For these measurements only branch points along the main trunk of the dorsal dendrites were used. The triangular junction was outlined (see Fig 1H) and could include up to 0.5 microns of taper into the cylindrical non-branch point.

In Fig 5, we used shibire^ts1, a heat-sensitive mutant allele of dynamin in flies. Virgin females from shi^ts1 line were crossed with males from the tester line. We leveraged shi^ts1 being on X chromosome as we were able to use male and female progeny of the cross to image shi^ts1/O and shi^ts1/+, respectively. Gonad identification and paralysis due to heat shock was used to segregate the gender of the larvae. Before imaging the larvae, they would be placed in the 37°C (restrictive temperature for shi^ts1) incubator for 15 min (Fig 5A and 5B) or 45 min (Fig 5C and 5D). The incubation time was increased to 45 min for FRAP experiments to make sure we observed the maximum effect of the allele. After the pre-incubation, larvae were imaged on the LSM800 confocal microscope using a Bioptechs objective heating collar set to 37°C.

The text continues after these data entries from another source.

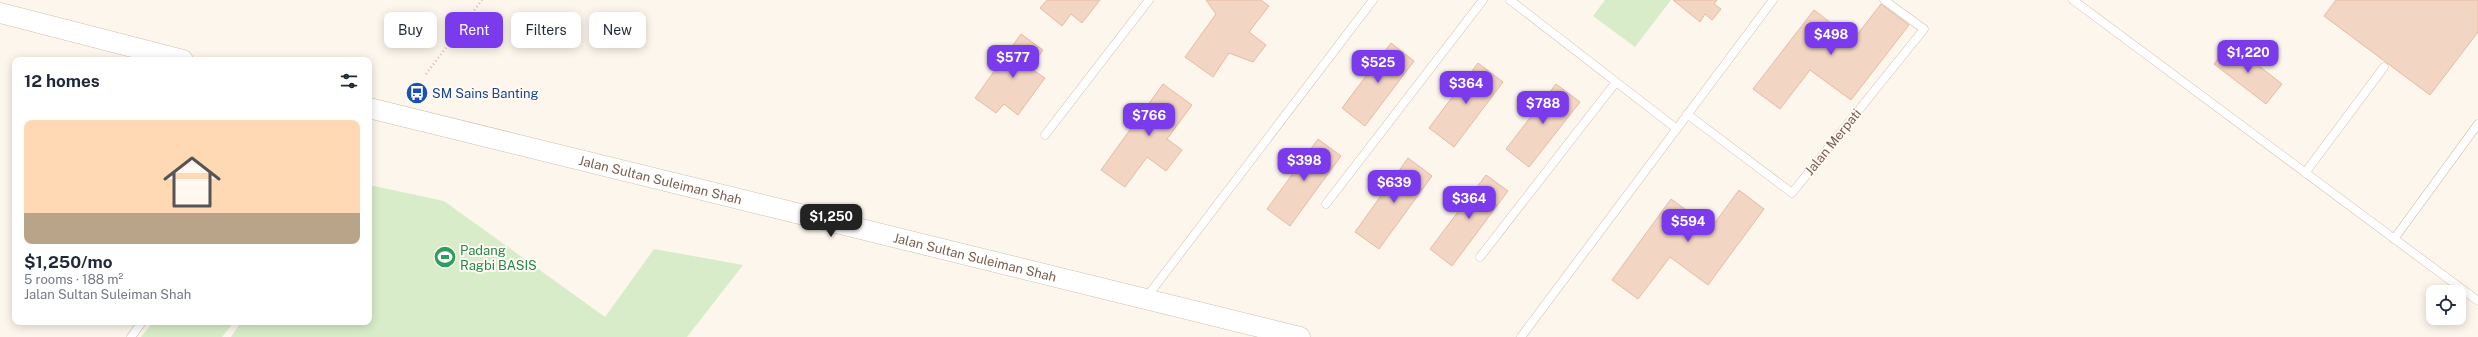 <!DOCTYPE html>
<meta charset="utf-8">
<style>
body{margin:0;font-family:"Public Sans",sans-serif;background:#f2f2f3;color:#1f2937;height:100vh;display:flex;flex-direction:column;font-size:15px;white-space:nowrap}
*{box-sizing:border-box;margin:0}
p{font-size:13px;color:#747a83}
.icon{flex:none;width:22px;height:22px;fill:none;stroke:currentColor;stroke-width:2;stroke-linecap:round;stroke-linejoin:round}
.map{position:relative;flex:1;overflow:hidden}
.side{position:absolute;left:12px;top:57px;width:360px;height:268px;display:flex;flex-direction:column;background:#fff;border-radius:8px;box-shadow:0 2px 10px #0003}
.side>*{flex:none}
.guide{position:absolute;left:384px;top:12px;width:380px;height:36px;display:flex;gap:8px}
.buttons{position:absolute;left:2426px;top:285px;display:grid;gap:8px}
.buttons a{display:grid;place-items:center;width:40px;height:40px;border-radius:8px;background:#fff;box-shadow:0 2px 10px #0003;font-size:20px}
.price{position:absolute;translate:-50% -34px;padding:0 9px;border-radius:8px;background:#7c3aed;color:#fff;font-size:13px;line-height:26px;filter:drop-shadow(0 1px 2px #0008)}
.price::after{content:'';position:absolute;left:50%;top:24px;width:12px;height:9px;margin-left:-6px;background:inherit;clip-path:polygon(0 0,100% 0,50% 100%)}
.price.current{background:#222;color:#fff}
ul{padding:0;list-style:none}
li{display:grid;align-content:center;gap:8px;height:212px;padding:0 12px}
li span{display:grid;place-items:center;height:124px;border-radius:8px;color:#555}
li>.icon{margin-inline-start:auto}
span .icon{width:72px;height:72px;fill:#fffc;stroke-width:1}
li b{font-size:17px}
h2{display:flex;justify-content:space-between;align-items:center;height:48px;padding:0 12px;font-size:17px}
.chip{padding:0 14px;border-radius:8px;background:#fff;box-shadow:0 2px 10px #0003;font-size:14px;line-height:36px}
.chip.current{background:#7c3aed;color:#fff}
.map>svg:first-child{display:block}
.green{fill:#d8ecc9}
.building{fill:#f3d5c3;stroke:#e6bba3}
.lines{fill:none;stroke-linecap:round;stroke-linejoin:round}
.service-casing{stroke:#d1beb0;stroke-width:9}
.tertiary-casing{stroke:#d1beb0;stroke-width:21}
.path{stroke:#d9b8a5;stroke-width:2.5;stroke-dasharray:1 3;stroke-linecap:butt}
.service{stroke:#fff;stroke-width:8}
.tertiary{stroke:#fff;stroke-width:20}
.labels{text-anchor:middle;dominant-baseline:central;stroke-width:4;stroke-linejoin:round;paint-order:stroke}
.transit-label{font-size:13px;fill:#164399;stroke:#fffaf3;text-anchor:start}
.street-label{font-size:13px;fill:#7a5c4d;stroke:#fffaf3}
.leisure-label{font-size:13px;fill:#27864d;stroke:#fffaf3;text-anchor:start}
</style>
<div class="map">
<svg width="2478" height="337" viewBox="0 0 2478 337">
<rect width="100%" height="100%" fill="#fdf6ec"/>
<path class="green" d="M 1605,0 L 1671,0 L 1635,47 L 1593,16 Z
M 369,185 L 444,201 L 605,317 L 654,249 L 743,265 L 687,337 L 231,337 L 241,322 L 369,322 Z
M 153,322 L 234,322 L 222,337 L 141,337 Z"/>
<path class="building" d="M 1047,0 L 1100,0 L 1082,23 L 1071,14 L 1062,26 L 1040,8 Z
M 1206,0 L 1261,0 L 1269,6 L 1249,32 L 1266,45 L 1253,62 L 1229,53 L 1213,77 L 1185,57 L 1216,14 Z
M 1673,0 L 1717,0 L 1714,4 L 1721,9 L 1712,20 L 1705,14 L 1700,22 Z
M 2336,0 L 2478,0 L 2478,32 L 2430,95 L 2324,16 Z
M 1881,4 L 1909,25 L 1851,100 L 1810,70 L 1780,109 L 1753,89 L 1814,10 L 1853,40 Z
M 1021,34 L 1043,50 L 1030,68 L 1045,78 L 1018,115 L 1004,104 L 996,113 L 975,98 Z
M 1391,43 L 1414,61 L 1365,126 L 1342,108 Z
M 2230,43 L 2282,84 L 2266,104 L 2214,64 Z
M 1478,63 L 1503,82 L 1454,147 L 1429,128 Z
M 1163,84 L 1192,105 L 1167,139 L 1182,150 L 1166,171 L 1147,157 L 1125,187 L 1101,170 Z
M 1556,84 L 1580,102 L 1529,167 L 1506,149 Z
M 1318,139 L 1341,156 L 1290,226 L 1267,209 Z
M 1408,158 L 1432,176 L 1379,249 L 1355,232 Z
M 1486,175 L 1508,191 L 1452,266 L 1430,249 Z
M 1739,190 L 1764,209 L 1708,285 L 1670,257 L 1638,299 L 1612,280 L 1671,199 L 1711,228 Z"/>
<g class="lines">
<g class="service-casing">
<path id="service" d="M 1510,0 L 1677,129
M 2073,0 L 2478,301
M 1687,114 L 1792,193 L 1924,29 L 1884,0
M 1045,135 L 1149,0
M 2305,173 L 2384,67
M 1326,204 L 1483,0
M 2394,239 L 2478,124
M 1480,257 L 1616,82
M 1146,298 L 1373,0
M 131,337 L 142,322
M 1521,337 L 1773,0"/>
</g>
<g class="tertiary-casing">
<g id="tertiary">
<path d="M 0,13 L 183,60"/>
<path id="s1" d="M 369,108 L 1300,337"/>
</g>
</g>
<path class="path" d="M 426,74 L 482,0"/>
<use href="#service" class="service"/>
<use href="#tertiary" class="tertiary"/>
</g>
<defs>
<g id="bus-disc" transform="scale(1.15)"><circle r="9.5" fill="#1a4fb4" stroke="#fffaf3"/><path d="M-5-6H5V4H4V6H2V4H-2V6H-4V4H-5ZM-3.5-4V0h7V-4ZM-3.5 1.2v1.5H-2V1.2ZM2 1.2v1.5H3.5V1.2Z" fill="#fff"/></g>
<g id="stadium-disc" transform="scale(1.15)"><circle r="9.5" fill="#2e9e5b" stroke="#fffaf3"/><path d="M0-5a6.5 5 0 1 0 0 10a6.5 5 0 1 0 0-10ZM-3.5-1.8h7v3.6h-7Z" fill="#fff"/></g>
</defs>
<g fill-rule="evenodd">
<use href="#bus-disc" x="417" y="93"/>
<use href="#stadium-disc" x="445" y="257"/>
</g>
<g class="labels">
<g class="transit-label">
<text x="432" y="93">SM Sains Banting</text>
</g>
<g class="street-label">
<text transform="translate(1833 142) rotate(-51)">Jalan Merpati</text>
<text stroke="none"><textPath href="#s1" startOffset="300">Jalan Sultan Suleiman Shah</textPath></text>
<text stroke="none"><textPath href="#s1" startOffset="624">Jalan Sultan Suleiman Shah</textPath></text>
</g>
<g class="leisure-label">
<text x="460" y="250">Padang<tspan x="460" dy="15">Ragbi BASIS</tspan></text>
</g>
</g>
</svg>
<div class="buttons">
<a><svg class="icon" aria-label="locate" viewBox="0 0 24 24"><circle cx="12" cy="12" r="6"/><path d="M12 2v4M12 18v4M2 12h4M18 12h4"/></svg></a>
</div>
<b class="price" style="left:1831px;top:56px">$498</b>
<b class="price" style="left:2248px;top:74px">$1,220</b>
<b class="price" style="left:1013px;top:79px">$577</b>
<b class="price" style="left:1378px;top:84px">$525</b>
<b class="price" style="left:1466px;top:105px">$364</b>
<b class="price" style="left:1543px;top:125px">$788</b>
<b class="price" style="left:1149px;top:137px">$766</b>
<b class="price" style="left:1304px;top:182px">$398</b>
<b class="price" style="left:1394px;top:204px">$639</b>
<b class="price" style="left:1469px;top:220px">$364</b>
<b class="price current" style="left:831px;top:238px">$1,250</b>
<b class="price" style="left:1688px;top:243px">$594</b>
<div class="guide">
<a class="chip">Buy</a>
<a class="chip current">Rent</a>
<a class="chip">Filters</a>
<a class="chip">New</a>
</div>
<section class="side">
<h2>12 homes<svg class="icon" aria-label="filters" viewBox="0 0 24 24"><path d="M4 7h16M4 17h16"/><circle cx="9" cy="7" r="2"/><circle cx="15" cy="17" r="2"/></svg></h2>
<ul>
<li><span style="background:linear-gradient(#ffd9b3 75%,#b9a48a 0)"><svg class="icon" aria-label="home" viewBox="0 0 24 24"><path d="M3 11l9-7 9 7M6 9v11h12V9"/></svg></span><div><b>$1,250/mo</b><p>5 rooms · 188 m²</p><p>Jalan Sultan Suleiman Shah</p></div></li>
</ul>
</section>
</div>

In order to immobilize and image the larva for a longer period of time, we used the LarvaSPA method from Chun Han’s lab [64]. In summary, the larva was immobilized on a coverslip with double sided tape, PDMS bridge and optically clear UV glue such that its body segments (A2 to A5) were stuck to the coverslip while the head and tail were free to move. This allowed the larva to breathe and stay alive longer while the middle part of its body is immobilized. Only 1 larva was mounted in each coverslip. The coverslip was placed in a customized chamber that had a few drops of water on a Kimwipe to keep the larva moist. A Z-stack covering the ddaE neuron was acquired using the 63× objective on the LSM800 upright microscope once in 3 min over the 90 min of time-lapse imaging of GFP-Clc. The stack was processed with each time point as a maximum projection on ImageJ to generate the movie (S4 Movie).